● Information provided:
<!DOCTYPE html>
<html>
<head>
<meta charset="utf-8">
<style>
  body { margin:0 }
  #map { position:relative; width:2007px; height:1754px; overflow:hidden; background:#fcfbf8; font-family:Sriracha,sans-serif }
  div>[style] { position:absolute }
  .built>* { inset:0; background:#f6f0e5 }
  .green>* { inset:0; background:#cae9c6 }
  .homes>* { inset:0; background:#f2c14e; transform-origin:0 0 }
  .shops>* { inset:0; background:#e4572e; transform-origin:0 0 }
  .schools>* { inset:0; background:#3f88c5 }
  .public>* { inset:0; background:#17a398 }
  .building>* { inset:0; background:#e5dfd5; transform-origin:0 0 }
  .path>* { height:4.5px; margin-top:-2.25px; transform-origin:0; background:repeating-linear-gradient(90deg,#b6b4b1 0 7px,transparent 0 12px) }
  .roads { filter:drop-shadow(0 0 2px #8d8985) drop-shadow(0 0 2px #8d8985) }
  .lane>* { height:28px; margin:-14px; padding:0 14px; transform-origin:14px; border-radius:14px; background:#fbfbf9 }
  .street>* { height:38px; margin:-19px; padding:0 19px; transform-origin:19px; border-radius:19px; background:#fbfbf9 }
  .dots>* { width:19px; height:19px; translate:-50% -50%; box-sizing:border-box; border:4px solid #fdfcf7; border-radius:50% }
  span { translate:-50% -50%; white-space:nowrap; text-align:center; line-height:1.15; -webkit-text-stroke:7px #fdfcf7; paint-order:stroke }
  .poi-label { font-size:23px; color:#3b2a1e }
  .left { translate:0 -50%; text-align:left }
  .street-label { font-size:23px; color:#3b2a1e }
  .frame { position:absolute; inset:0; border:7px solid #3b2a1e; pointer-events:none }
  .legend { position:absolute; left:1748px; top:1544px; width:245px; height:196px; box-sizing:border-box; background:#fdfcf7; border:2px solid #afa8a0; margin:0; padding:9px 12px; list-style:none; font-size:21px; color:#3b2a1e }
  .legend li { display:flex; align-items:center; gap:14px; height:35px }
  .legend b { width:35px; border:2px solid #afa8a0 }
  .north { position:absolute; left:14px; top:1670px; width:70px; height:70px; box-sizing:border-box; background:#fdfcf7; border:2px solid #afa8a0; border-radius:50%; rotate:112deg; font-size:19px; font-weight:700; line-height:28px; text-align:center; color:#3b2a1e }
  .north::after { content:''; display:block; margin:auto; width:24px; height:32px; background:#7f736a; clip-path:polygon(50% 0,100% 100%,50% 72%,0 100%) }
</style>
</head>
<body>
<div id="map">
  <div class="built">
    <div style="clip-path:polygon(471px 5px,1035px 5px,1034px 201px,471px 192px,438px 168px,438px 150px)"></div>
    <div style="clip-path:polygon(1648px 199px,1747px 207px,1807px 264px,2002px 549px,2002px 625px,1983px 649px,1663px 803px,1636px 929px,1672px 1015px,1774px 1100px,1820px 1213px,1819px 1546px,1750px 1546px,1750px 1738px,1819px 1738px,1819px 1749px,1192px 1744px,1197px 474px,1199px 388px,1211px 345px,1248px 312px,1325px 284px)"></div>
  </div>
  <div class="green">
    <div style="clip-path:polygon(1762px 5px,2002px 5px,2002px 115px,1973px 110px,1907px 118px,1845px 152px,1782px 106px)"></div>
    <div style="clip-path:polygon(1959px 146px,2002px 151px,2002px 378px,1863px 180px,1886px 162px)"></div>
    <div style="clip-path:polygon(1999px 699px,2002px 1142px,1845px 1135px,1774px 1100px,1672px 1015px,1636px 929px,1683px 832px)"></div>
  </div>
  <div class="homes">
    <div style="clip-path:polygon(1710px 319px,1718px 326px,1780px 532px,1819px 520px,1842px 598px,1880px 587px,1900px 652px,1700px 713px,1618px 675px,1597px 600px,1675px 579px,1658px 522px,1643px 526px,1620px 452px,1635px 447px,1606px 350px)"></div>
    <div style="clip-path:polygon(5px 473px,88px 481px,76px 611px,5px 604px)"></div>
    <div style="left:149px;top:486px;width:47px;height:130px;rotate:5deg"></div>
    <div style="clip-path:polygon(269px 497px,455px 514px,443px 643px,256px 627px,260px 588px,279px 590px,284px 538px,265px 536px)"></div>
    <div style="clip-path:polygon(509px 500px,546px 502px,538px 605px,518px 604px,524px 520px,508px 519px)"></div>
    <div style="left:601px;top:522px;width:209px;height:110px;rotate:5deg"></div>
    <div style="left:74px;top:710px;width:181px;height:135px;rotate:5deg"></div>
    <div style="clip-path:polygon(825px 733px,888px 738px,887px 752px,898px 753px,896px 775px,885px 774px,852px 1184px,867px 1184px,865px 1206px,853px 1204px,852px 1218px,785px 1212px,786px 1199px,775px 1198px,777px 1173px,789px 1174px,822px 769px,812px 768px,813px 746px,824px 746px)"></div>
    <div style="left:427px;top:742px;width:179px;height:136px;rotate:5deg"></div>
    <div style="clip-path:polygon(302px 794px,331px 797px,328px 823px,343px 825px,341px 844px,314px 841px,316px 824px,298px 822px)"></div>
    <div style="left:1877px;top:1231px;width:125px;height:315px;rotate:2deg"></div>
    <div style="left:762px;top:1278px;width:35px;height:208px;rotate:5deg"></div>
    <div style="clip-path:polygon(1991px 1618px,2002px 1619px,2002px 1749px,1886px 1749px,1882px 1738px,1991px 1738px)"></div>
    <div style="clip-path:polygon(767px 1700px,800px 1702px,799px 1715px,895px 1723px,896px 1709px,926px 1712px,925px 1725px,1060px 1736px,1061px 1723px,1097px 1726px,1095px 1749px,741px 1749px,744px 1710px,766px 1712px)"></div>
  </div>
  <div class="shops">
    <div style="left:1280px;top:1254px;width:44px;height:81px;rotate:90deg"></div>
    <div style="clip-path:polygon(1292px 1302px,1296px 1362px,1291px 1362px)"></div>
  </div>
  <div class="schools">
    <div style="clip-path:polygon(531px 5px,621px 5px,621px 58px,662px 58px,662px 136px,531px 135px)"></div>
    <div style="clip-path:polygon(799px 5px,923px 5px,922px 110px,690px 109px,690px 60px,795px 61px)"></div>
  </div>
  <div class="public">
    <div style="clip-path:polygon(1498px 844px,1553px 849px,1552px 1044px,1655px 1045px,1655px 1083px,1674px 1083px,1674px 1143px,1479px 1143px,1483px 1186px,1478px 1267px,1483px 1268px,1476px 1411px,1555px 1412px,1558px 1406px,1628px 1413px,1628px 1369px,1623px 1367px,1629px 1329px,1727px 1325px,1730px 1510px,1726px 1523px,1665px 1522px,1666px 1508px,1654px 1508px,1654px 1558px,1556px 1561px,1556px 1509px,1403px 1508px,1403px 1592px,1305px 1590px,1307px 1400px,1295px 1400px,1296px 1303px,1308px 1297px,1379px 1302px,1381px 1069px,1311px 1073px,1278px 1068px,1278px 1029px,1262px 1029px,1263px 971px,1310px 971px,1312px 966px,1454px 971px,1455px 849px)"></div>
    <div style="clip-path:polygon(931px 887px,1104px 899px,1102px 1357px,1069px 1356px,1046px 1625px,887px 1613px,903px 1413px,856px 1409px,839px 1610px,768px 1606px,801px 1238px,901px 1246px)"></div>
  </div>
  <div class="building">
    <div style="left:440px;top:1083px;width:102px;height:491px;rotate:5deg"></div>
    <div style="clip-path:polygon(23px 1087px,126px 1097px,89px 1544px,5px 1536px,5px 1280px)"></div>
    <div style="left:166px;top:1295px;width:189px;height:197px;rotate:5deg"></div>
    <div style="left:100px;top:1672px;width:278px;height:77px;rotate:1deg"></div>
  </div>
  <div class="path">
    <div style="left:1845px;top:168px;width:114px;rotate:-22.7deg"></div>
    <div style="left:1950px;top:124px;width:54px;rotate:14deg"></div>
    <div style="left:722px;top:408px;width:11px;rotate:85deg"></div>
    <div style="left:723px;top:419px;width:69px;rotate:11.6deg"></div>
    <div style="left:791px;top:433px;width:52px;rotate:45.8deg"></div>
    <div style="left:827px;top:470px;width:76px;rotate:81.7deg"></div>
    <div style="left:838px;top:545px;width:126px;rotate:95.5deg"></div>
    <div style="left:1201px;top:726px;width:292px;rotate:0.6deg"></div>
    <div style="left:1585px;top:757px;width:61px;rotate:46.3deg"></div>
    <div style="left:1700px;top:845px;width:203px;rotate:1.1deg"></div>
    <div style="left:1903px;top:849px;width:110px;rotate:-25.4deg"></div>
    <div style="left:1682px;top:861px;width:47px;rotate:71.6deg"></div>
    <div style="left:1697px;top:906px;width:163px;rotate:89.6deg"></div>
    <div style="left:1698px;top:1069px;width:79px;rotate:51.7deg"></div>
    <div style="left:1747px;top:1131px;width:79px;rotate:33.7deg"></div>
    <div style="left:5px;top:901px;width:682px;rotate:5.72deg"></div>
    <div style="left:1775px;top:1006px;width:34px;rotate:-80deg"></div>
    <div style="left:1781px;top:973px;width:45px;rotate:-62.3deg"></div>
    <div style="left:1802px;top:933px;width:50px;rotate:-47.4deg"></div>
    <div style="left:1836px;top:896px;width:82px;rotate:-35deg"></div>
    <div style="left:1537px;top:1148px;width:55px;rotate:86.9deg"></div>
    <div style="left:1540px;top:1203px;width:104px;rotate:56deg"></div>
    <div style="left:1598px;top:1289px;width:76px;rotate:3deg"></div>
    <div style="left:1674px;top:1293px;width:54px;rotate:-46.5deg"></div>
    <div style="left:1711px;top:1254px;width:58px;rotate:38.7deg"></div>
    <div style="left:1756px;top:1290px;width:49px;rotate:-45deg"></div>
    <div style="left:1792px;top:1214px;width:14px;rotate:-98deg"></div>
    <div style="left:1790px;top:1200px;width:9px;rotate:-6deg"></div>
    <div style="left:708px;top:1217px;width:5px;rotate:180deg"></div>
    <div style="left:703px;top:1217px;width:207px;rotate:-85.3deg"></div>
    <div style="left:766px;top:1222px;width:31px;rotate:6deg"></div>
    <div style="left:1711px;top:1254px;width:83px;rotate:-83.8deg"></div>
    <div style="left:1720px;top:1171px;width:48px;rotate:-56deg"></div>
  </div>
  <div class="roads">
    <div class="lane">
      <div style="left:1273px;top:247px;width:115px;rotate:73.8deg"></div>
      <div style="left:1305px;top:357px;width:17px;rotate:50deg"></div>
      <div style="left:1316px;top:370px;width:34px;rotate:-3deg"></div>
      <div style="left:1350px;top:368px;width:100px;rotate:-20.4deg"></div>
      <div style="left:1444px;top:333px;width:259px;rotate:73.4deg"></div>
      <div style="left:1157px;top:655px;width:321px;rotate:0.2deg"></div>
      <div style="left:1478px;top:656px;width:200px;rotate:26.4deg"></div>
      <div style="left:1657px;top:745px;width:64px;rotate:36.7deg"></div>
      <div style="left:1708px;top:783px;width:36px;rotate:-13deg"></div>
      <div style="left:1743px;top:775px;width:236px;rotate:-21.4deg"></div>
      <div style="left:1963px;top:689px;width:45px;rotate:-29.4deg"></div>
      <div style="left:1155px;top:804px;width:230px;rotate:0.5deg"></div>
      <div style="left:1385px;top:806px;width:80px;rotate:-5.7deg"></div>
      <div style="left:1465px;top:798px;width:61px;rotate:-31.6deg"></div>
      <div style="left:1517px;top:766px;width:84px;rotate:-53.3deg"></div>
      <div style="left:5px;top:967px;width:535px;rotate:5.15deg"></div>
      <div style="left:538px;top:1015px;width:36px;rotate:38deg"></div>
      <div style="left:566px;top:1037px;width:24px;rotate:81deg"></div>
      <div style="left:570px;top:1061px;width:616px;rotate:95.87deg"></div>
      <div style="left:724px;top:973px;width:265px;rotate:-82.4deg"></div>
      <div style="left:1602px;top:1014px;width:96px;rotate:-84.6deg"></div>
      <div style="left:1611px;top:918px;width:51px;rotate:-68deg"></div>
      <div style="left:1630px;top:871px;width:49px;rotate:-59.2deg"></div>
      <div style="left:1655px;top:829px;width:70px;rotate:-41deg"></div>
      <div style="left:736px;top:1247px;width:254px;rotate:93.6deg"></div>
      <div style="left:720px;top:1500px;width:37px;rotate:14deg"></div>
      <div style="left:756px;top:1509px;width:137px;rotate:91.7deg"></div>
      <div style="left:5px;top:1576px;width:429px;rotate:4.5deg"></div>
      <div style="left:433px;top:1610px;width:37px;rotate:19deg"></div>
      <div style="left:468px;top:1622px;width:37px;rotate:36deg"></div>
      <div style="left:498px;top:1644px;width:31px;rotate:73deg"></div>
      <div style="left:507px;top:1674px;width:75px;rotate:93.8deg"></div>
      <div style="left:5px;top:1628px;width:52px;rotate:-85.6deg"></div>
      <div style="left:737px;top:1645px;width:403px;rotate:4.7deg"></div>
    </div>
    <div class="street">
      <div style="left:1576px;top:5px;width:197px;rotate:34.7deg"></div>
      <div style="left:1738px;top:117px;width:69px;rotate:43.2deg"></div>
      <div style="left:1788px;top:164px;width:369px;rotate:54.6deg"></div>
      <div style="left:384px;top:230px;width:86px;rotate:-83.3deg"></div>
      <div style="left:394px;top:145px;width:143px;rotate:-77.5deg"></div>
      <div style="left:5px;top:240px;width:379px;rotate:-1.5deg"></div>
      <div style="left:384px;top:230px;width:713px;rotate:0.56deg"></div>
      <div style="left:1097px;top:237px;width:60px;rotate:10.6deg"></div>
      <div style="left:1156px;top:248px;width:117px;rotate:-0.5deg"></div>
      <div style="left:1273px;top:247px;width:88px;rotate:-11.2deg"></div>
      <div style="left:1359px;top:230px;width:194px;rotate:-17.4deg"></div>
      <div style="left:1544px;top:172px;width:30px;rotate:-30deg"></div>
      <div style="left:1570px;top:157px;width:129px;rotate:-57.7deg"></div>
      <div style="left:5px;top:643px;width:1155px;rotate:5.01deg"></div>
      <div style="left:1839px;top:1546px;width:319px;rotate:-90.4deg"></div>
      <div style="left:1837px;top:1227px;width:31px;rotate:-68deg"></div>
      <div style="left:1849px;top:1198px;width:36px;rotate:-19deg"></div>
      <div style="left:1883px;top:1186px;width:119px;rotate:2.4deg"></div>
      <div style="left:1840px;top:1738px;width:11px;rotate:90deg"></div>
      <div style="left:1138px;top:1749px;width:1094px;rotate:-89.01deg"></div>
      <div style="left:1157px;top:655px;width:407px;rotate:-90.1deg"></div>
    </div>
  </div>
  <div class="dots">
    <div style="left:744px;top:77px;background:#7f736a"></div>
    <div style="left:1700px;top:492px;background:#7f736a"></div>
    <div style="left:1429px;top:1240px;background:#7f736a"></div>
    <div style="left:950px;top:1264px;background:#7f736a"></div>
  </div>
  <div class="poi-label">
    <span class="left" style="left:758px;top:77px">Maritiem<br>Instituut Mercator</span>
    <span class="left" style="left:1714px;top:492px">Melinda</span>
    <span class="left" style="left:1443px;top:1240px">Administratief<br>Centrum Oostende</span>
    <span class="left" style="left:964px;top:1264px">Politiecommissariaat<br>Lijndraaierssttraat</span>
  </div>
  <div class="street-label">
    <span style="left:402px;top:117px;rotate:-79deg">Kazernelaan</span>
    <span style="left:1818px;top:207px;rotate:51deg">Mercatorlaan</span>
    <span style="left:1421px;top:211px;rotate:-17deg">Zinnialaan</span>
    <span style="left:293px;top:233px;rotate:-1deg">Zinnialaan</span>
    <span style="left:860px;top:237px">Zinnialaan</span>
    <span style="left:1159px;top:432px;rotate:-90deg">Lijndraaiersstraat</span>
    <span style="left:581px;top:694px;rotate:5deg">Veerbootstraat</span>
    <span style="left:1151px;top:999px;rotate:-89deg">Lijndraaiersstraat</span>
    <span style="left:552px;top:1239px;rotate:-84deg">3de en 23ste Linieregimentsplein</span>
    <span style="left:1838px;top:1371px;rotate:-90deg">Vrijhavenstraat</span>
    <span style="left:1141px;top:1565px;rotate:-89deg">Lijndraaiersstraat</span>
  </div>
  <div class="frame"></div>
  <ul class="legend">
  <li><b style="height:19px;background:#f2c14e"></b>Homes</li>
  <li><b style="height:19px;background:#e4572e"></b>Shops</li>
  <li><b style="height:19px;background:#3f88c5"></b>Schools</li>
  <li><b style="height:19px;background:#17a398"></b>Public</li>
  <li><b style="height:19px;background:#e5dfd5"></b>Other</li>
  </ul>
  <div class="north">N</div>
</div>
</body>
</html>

● Exercise details: Repeat each line of the data above, exactly as it appears, from the first through the line that contains "filter:drop-shadow(0 0 2px".

● Solution for this task:
<!DOCTYPE html>
<html>
<head>
<meta charset="utf-8">
<style>
  body { margin:0 }
  #map { position:relative; width:2007px; height:1754px; overflow:hidden; background:#fcfbf8; font-family:Sriracha,sans-serif }
  div>[style] { position:absolute }
  .built>* { inset:0; background:#f6f0e5 }
  .green>* { inset:0; background:#cae9c6 }
  .homes>* { inset:0; background:#f2c14e; transform-origin:0 0 }
  .shops>* { inset:0; background:#e4572e; transform-origin:0 0 }
  .schools>* { inset:0; background:#3f88c5 }
  .public>* { inset:0; background:#17a398 }
  .building>* { inset:0; background:#e5dfd5; transform-origin:0 0 }
  .path>* { height:4.5px; margin-top:-2.25px; transform-origin:0; background:repeating-linear-gradient(90deg,#b6b4b1 0 7px,transparent 0 12px) }
  .roads { filter:drop-shadow(0 0 2px #8d8985) drop-shadow(0 0 2px #8d8985) }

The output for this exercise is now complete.